James Frayne is Director of communications agency Public First and author of Meet the People, a guide to moving public opinion. The focus of this column is Theresa May’s conservatism for “ordinary working people”.
Despite the elevated roles that David Davis, Liam Fox and Boris Johnson have, Theresa May’s and Philip Hammond’s speeches are by far the most important at Conference. They’re driving the Government’s agenda. I’ll look at May next week. So what should we see from Hammond?
There are two superficially attractive options for Hammond. The first is a “personal” speech that reveals more about his character and priorities than we’ve seen previously. (No doubt helped by an interview before in somewhere like the Saturday Times magazine).
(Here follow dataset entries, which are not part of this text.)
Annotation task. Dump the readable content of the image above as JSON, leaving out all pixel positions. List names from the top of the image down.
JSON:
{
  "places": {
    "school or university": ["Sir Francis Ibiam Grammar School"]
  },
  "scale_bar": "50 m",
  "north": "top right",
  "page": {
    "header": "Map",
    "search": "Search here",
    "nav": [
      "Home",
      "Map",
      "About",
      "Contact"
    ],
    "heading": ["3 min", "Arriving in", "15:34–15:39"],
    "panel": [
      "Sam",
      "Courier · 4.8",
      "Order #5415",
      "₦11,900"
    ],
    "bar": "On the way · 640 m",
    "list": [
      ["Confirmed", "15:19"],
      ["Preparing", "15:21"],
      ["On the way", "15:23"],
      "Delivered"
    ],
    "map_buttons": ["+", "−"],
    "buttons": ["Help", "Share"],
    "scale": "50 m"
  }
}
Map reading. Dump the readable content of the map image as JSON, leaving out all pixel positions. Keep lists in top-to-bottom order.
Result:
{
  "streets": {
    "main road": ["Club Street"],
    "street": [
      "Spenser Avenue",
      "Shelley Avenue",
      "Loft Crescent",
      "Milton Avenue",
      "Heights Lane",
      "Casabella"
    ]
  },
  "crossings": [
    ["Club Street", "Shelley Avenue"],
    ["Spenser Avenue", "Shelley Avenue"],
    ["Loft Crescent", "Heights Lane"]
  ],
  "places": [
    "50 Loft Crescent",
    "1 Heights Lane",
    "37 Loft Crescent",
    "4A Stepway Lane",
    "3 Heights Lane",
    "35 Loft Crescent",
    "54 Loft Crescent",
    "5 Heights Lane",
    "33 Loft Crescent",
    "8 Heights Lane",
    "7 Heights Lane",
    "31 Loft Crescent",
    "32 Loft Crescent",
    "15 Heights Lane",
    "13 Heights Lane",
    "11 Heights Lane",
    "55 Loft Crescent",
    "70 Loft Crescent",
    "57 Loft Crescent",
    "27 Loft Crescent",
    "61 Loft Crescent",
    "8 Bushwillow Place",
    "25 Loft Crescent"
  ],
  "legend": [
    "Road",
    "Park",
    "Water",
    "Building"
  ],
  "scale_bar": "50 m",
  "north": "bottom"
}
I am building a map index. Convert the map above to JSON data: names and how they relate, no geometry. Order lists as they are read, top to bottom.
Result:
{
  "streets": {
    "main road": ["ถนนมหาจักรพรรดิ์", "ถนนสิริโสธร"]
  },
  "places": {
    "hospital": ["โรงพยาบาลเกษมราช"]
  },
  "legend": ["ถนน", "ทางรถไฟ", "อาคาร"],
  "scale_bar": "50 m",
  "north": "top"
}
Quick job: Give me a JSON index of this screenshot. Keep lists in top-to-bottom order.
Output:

It helps when the public understand the character of senior politicians. People become more sympathetic towards their motives, which is crucial in difficult times. George Osborne undoubtedly suffered from a sense that he was out of touch with ordinary people.
Hammond is seen competent, tough and sensible. At worst he’s seen as boring. He can add nuance over time but as Chancellor there are worse reputations to start with. But the need to define his character is completely dwarfed by the need to say substantial things about big issues. We’re facing, after all, the biggest set of pressures faced by any Government since the Second World War.
However, that need takes us directly to the second superficially attractive option. This is to give a very high level, visionary speech about the global challenges facing Britain’s economy and the structural reforms needed to meet them. Hammond would do this well – he’s a serious politician comfortable with the most serious issues.
This must happen but he can’t credibly do so until Theresa May has set out her own thoughts on Britain’s role in the world or it will lack the crucial context – and indeed the credibility that such a Prime Ministerial speech will provide. May is seriously late with this speech and the ground is shifting beneath her feet as Vote Leave veterans organise. I don’t see how she can give this speech in her first conference outing as Prime Minister, when the outlook must surely be broader.
Hammond’s job at conference must therefore be to put serious economic policy substance behind May’s compelling vision of a meritocracy that particularly helps those that are “just about managing”. There is a need for an economic speech for ordinary families – focusing on things that directly affect their everyday lives. These speeches are surprisingly rare from Tory Chancellors.
That means emphasising personal tax not corporation tax, small business not big business, jobs and growth not inward investment, the Midlands and North not London and the South East, cars not trains, energy costs not energy supply, pensions not trusts, houses not flats.
Clearly, no Chancellor can credibly ignore the macroeconomy at a time like this. It has to be a significant part of Hammond’s speech, but not the defining narrative. If this Government is truly committed to May’s chosen themes, then this is the perfect place to show what that looks like. May and Hammond have to develop this agenda together – May providing the direction, Hammond the substance.